- **WORK INSTRUCTION**
The answer must be every line of the records below that contains the word "lists".

- **INFORMATION PROVIDED**

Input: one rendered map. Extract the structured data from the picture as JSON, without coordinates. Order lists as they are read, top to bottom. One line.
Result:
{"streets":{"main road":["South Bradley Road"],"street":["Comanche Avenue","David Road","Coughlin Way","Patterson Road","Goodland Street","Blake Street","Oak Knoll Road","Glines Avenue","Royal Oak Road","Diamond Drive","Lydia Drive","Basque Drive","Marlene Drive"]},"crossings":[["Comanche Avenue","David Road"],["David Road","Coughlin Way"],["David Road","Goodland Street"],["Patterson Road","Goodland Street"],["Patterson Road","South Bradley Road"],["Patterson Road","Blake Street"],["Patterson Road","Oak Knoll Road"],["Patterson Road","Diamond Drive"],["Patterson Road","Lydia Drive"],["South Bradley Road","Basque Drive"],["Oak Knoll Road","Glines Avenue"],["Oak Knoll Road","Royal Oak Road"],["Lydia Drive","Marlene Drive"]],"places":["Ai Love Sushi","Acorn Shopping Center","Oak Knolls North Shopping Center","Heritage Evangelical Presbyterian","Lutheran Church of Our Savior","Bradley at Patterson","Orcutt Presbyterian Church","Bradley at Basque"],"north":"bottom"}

--

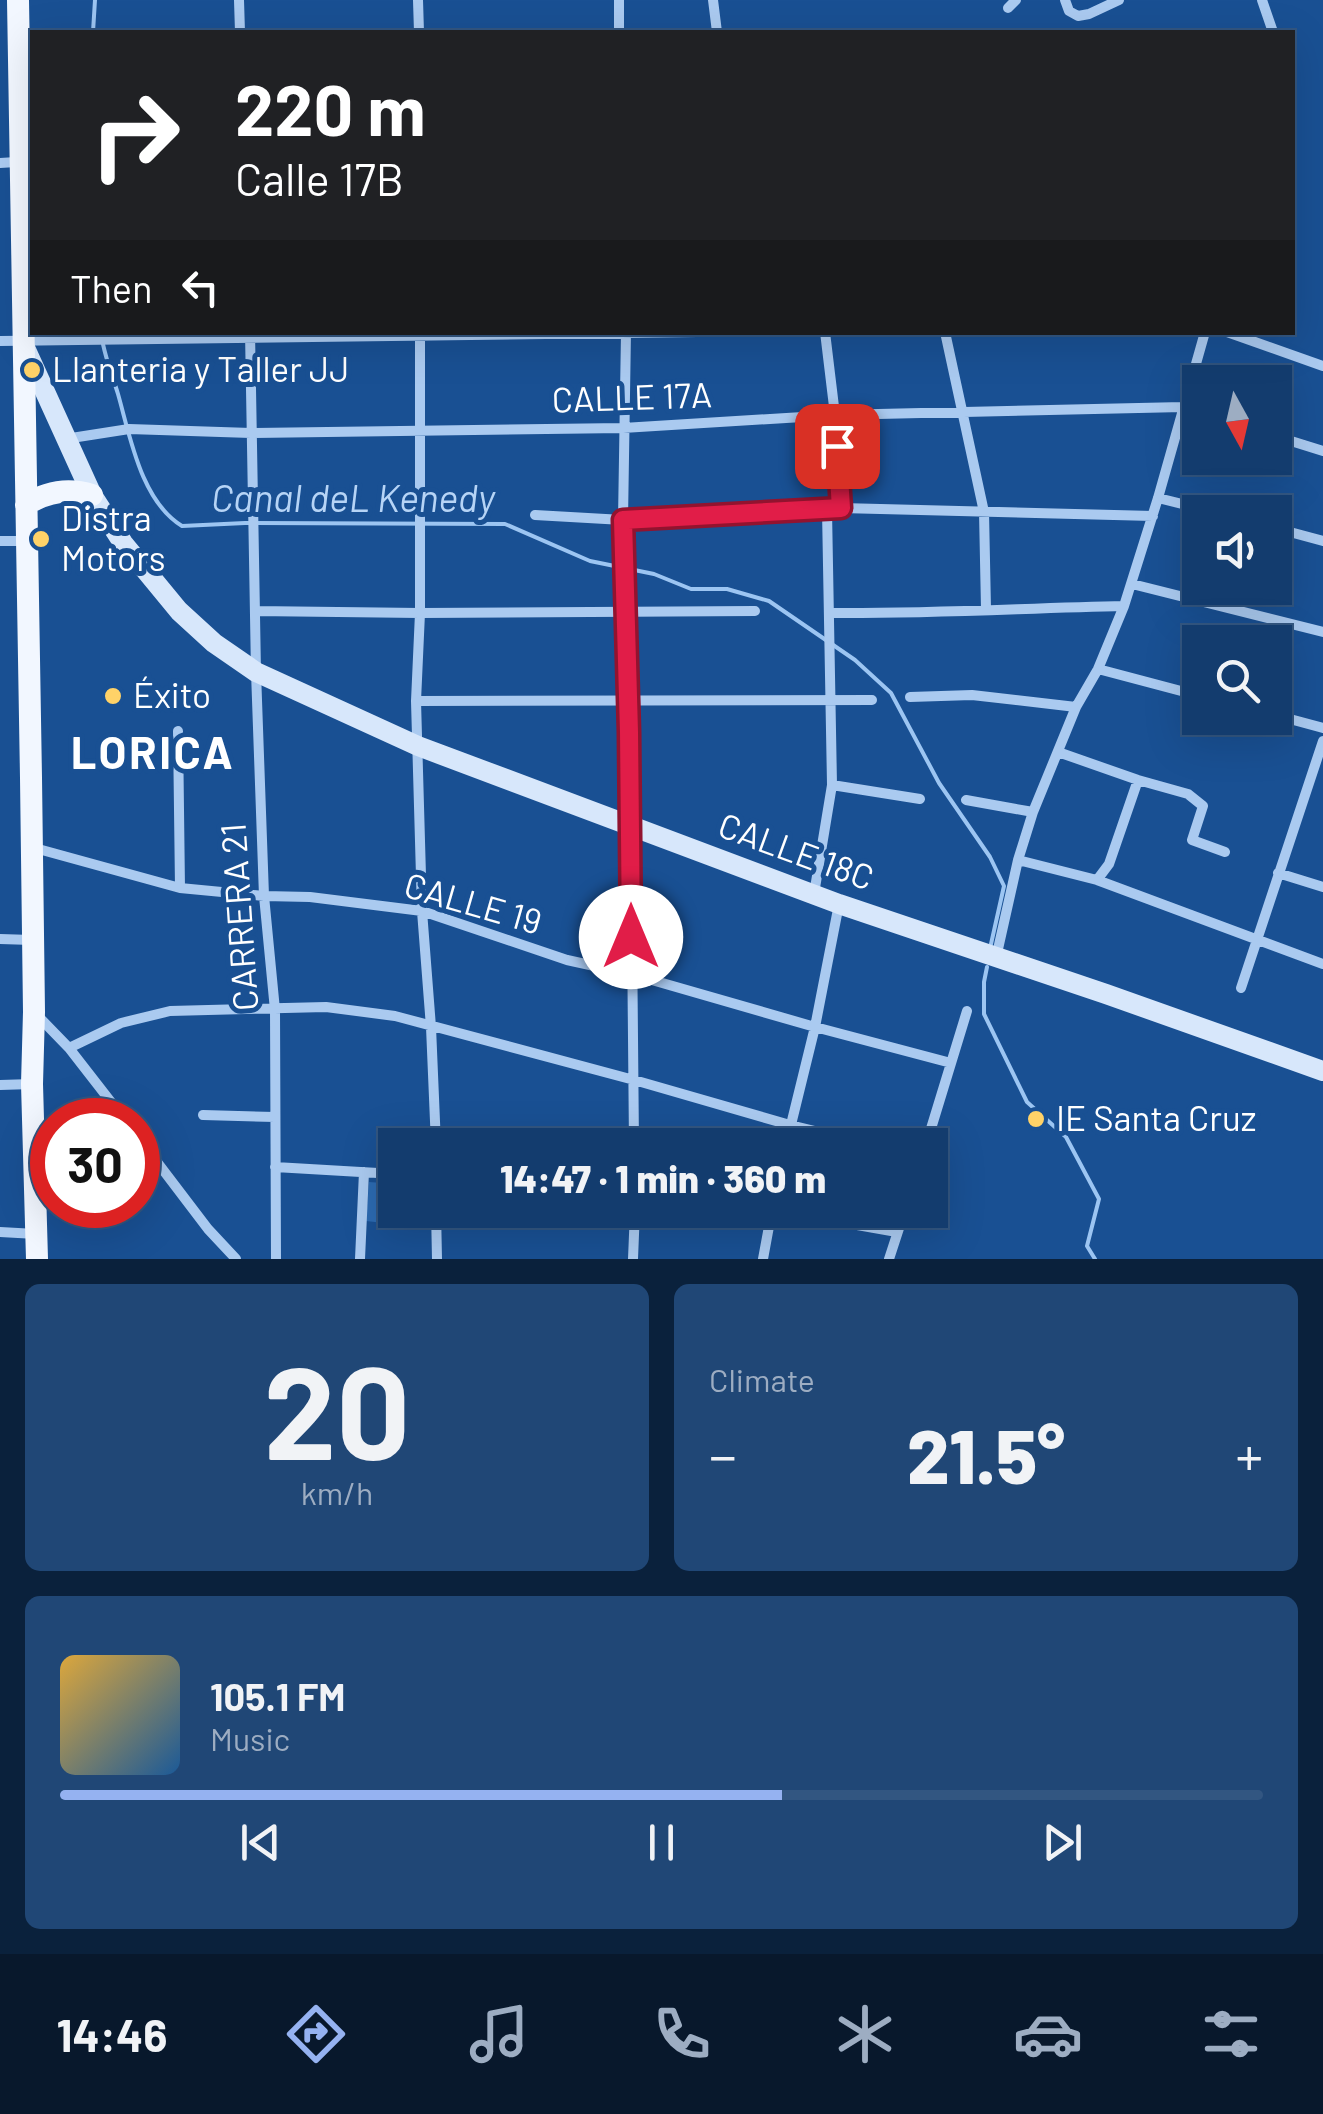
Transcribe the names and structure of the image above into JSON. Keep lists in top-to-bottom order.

- **REPLY TO THE EXERCISE**
Input: one rendered map. Extract the structured data from the picture as JSON, without coordinates. Order lists as they are read, top to bottom. One line.
Transcribe the names and structure of the image above into JSON. Keep lists in top-to-bottom order.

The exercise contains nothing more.